Assuming these are web applications - you must implement some type of shared trust model between the applications.
Under no circumstance should you write your own. That is too easy to screw up and there are plenty of existing (both open and commercial) to choose from.
Here are following options:
1 - If everyone is running Windows - you could just Windows Native Authentication (aka SPNEGO)
2 - You could implement some type of SSO system. Popular systems are CAS, Oracle Access Manager, CA SiteMinder, Sun SSO and IBM Tivoli Access Manager. While CAS is open-source, the others will also allow you to implement authorization as well, while CAS only does authentication.
Finally - make sure whatever option you choose - that it integrates with your language's native authentication & authorization framework. In Java this would be JAAS. In .NET it would be the .NET security framework. For PHP/Perl - you can leverage Apache modules. The benefit is that you don't have to become a security expert and it will make it easier to use external systems for authentication & authorization without having to re-code your app.
You could use a public key authentication scheme.
Create a keypair with a public and private key (using Java's keytool, GNU GPG or a similiar tool). Use the private key to sign a piece of information (for example a username) on application A and create a link to application B that is accessible from application A and contains the signed data. Application B can then log the user on after verifying with the public key that the request indeed came from application A (which it must have if it is able to decrypt the string).
You could of course create a opposite keypair for navigating the other way as well, or you could just use the public key and keep it secret (effectively making it a shared-secret system).
If the user tries to access application B directly you could also redirect him to application A with a parameter that says he came from application B (or do a referrer check). If he is already logged on to application A create the link with the signed data and redirect to it, otherwise present him with a logon screen and redirect after logon.
Hope that helps!
You could use an existing open source product, CAS and just implement it instead of develop your own. That way you'll be able to integrate with other applications that support the same protocol. Even if you decide to implement your own instead of using their code, there are a lot of ideas presented at the web site that would be useful for you to consider.
If the applications are hosted in the same server, then you could configure it to use single sign on. For example, in Tomcat this is achieved with a Valve.
If the applications are in different environments, then a secured Web Service is a good idea. You could for example create a public - private key pair and have application b (server) authenticating application a (client) on the client certificate. This means that application a will sign all requests to application b with the client certificate. More details about the architecture are needed for a full solution.
Are you using an application server? What is the environment for your applications?

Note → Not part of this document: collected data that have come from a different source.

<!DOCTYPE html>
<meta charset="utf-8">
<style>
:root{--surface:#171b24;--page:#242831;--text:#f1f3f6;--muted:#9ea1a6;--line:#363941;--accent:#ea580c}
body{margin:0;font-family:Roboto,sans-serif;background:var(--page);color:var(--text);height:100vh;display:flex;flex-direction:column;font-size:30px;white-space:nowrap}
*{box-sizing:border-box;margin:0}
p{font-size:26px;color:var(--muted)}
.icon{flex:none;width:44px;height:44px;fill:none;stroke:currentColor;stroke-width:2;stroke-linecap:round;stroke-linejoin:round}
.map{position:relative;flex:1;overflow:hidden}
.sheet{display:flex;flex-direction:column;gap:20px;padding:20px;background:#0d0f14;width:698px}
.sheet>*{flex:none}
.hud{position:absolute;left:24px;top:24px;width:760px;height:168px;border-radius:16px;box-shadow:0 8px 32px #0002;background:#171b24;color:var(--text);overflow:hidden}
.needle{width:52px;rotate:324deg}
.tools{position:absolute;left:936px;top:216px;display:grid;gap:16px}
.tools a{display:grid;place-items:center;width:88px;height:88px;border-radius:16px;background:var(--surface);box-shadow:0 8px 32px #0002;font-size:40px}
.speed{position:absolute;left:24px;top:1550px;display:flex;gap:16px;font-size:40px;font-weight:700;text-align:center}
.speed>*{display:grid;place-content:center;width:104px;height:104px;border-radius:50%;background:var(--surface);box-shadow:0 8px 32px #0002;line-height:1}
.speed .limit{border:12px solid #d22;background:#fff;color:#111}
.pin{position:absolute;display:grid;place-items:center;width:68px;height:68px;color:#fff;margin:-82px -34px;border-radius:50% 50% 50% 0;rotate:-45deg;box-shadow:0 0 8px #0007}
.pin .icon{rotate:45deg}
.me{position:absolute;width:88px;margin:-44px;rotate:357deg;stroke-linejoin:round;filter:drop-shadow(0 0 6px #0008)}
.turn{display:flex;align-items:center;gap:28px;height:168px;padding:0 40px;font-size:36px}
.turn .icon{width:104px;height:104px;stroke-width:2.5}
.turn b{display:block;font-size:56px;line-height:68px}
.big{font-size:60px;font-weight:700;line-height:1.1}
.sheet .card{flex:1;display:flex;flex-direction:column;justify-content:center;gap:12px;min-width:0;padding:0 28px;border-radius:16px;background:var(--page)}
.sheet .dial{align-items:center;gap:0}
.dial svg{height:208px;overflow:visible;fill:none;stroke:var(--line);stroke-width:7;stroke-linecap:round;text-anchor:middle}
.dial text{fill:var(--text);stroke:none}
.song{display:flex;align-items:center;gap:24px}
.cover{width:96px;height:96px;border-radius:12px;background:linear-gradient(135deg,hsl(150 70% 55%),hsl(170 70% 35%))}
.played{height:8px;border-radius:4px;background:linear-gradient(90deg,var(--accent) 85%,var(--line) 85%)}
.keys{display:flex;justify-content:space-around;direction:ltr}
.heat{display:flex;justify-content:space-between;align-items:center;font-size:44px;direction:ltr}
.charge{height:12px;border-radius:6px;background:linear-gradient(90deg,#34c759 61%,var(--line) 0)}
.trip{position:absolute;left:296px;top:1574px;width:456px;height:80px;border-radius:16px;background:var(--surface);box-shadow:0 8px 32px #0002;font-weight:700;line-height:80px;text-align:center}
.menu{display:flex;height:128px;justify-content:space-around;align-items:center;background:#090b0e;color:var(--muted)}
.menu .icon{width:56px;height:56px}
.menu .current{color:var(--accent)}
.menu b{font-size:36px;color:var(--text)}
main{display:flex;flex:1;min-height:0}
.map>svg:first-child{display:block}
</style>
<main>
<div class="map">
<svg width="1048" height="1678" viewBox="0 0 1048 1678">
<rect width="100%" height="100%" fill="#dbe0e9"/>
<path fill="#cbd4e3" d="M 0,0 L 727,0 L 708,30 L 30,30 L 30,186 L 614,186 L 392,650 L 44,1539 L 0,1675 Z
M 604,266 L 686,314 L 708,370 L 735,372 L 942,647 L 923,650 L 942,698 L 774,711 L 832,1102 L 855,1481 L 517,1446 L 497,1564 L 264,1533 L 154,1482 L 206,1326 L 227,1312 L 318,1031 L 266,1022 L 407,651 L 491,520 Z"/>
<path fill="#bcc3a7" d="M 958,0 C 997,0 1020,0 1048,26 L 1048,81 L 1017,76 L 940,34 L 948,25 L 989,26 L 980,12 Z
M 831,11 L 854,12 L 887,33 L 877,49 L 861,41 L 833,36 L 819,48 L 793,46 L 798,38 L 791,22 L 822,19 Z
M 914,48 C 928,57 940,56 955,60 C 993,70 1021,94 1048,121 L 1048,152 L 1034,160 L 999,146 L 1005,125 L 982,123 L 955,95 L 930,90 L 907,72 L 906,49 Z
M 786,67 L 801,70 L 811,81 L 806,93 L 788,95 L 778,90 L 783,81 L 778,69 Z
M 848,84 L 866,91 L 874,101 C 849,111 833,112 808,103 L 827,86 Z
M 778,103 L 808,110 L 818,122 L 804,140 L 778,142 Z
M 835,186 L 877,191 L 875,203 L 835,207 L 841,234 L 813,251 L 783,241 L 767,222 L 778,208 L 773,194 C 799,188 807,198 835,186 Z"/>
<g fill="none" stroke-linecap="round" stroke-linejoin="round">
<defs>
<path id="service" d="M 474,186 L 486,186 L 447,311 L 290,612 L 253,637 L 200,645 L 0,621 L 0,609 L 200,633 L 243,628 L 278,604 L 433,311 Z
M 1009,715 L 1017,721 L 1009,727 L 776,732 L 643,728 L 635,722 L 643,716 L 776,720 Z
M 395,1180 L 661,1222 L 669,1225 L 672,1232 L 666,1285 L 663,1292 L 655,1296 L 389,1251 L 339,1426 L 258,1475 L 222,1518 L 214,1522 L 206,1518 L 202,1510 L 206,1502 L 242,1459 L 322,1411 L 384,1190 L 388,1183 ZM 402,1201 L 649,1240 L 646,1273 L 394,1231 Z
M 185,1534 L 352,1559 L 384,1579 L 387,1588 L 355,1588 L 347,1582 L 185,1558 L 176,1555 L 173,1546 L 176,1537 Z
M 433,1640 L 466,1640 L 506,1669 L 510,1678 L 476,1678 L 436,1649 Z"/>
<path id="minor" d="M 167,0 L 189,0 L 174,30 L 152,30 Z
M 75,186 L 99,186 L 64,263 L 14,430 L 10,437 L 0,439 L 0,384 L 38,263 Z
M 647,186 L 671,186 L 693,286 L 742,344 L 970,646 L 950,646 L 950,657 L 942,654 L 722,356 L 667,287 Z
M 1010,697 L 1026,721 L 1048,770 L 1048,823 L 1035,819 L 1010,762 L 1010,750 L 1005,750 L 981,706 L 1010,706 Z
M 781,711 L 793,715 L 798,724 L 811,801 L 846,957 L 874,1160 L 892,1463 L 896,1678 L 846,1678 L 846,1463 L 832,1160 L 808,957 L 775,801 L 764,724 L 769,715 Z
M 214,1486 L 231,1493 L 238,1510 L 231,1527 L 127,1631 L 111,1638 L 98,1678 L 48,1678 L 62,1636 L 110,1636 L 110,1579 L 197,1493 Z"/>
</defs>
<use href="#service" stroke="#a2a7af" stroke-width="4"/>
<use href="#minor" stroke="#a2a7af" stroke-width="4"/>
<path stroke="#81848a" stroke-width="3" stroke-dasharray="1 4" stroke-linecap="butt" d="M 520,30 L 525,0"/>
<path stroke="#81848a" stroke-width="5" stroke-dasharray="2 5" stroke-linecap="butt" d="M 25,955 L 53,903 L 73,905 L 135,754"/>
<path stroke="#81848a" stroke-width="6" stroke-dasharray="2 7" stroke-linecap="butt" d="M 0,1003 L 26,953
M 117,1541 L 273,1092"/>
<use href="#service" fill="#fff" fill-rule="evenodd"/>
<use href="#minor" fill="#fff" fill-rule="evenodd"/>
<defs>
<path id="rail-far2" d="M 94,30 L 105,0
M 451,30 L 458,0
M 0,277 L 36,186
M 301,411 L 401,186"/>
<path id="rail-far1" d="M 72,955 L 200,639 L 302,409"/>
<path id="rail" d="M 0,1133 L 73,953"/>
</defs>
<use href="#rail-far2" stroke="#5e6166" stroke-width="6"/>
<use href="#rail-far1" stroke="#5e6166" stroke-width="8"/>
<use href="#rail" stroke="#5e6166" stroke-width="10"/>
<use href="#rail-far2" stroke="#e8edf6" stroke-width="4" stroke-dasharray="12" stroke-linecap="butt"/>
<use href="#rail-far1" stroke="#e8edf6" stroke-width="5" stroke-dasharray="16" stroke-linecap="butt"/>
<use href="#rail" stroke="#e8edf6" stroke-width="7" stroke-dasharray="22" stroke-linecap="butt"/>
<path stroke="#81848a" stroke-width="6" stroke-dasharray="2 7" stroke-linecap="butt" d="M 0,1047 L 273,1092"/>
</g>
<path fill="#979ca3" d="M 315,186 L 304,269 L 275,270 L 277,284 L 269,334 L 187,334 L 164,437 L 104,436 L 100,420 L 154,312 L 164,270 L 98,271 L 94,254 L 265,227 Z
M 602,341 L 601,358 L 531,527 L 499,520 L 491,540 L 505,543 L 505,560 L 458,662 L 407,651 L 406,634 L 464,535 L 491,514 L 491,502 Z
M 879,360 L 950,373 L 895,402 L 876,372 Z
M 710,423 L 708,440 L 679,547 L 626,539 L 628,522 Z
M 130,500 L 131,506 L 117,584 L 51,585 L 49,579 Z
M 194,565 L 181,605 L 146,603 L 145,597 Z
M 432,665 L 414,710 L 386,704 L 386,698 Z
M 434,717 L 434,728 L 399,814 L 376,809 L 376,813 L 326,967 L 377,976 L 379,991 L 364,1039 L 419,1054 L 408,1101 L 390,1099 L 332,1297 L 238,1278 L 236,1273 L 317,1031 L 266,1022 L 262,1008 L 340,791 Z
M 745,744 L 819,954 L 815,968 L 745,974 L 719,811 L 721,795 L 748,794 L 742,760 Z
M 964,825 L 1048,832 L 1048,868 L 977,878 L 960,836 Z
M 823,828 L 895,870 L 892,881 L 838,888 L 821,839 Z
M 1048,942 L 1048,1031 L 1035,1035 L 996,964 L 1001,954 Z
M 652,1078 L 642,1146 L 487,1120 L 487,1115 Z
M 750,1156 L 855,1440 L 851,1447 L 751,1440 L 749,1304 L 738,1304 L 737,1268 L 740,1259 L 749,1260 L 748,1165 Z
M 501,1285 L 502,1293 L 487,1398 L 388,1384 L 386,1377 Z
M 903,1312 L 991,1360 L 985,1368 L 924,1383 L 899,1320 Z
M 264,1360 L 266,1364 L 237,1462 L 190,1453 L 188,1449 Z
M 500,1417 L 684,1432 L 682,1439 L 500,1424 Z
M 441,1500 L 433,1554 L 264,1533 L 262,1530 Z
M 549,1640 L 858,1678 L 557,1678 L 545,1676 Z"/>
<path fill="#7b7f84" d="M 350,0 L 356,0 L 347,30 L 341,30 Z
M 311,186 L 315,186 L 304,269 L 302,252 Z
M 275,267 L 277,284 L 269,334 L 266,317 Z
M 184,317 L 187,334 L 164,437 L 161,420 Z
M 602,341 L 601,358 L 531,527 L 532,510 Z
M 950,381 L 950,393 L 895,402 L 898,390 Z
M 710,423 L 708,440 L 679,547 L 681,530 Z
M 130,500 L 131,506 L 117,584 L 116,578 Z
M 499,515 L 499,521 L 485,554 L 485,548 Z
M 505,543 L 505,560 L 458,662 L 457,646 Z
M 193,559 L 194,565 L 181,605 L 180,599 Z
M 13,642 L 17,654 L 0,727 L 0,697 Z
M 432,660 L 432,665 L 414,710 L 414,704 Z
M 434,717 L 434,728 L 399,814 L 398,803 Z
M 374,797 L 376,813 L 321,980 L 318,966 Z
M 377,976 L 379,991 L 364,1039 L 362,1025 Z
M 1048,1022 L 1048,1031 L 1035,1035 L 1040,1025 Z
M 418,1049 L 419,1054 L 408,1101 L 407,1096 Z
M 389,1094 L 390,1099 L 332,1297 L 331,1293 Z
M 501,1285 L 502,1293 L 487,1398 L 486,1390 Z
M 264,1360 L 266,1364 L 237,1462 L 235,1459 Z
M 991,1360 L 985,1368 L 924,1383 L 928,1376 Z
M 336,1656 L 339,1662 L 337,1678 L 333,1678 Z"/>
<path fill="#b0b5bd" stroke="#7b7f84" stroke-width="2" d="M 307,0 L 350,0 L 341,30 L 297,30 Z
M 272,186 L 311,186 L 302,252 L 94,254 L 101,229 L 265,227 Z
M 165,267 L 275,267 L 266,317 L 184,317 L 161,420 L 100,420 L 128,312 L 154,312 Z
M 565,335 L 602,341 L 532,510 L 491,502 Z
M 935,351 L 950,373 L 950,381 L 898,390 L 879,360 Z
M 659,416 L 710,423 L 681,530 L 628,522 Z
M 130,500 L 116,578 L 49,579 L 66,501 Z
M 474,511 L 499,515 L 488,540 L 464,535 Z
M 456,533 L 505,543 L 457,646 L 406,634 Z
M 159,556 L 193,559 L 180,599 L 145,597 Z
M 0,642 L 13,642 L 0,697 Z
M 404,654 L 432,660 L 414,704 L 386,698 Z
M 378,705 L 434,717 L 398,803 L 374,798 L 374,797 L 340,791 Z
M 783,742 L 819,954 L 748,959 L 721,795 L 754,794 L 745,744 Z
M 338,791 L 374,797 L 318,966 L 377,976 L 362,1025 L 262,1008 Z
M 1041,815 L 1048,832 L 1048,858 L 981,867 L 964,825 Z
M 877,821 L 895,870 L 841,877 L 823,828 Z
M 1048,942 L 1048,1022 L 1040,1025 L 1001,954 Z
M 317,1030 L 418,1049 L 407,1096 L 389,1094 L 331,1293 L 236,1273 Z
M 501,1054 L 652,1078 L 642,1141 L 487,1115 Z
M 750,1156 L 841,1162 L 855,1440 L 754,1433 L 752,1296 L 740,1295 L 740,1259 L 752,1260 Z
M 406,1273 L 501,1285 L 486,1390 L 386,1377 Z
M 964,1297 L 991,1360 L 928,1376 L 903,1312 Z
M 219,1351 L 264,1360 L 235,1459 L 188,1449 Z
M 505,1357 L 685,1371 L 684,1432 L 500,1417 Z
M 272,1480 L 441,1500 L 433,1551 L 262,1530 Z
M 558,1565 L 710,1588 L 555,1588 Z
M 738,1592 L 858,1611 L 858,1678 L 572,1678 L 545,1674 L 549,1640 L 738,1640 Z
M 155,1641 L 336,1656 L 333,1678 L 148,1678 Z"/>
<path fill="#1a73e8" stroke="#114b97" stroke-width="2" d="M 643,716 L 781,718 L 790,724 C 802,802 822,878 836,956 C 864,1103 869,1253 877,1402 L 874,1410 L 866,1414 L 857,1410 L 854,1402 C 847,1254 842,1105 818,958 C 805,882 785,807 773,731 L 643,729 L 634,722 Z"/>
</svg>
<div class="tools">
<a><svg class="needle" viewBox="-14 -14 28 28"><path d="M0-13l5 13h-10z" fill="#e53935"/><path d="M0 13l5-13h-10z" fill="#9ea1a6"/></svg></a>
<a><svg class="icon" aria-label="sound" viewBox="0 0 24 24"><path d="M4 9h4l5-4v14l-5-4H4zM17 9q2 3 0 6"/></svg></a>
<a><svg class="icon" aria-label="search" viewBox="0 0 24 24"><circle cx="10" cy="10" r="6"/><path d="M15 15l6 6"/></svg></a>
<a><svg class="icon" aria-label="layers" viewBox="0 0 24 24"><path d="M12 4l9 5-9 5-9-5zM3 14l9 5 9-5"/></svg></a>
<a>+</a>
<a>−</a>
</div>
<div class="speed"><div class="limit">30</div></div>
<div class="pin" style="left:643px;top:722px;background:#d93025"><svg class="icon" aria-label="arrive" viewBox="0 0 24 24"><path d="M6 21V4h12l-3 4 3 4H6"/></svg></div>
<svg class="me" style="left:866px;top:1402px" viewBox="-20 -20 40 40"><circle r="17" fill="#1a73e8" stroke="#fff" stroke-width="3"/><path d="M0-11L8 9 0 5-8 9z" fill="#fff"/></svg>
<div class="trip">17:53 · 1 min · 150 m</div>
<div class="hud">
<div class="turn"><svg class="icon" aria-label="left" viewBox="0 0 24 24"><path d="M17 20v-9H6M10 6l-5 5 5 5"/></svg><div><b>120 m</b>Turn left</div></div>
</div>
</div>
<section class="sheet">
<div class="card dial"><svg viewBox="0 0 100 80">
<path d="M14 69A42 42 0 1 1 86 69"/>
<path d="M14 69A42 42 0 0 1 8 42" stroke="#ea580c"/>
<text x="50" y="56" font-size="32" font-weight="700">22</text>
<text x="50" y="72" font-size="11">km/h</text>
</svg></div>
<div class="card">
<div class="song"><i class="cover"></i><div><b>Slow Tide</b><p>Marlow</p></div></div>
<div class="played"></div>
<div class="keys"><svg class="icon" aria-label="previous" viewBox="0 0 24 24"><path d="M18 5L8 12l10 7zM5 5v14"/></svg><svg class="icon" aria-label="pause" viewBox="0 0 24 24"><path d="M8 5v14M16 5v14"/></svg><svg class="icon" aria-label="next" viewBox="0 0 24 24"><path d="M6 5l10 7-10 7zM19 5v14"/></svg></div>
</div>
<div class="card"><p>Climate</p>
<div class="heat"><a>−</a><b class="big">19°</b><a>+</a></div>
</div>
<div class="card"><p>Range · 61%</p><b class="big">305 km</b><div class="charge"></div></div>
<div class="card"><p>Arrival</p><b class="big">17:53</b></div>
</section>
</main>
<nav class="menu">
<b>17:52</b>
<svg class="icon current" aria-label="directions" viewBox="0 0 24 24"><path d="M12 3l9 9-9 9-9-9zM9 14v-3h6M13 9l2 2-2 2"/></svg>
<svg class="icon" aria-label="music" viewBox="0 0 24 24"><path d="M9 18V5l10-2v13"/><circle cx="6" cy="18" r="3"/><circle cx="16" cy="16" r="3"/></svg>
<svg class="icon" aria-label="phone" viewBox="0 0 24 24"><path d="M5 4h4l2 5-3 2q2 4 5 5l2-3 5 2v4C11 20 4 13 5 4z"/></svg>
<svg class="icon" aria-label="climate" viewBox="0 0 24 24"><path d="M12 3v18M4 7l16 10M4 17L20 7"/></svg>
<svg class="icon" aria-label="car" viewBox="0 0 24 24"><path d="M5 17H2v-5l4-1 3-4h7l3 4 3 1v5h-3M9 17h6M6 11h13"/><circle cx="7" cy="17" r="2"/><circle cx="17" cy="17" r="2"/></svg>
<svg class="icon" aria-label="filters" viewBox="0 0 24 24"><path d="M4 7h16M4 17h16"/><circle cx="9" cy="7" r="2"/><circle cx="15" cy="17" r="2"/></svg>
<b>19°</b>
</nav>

There is a standard for propagating identity using web services called Web Service Security UsernameToken Profile. Here's a quick overview. You can send username/password or various tokens such as X.509 certificate or a SAML assertion. Some application servers web services stacks will handle WSS UsernameToken Profile, JBoss, Websphere, and WebLogic. Otherwise the web service code has to handle it. This approach may be too cumbersome depending on your environment.
There is a standard for single sign-on, called SAML. Again, this may be too heavy weight for your use-case.
In Oracle land I know there is the concept of a trusted application. Basically if you have control of both applications you can set it up like so:
Application A sends Application B, 1) Application A's username and password and 2) the current user's username. Since B knows and trusts Application A it doesn't need to verify the user's credentials, since it knows application A has already done that for it.
I assume that if you have a custom application B you might be able to do something like this. If your SSO implementation supports this then you probably don't have to do a whole lot except design your web services.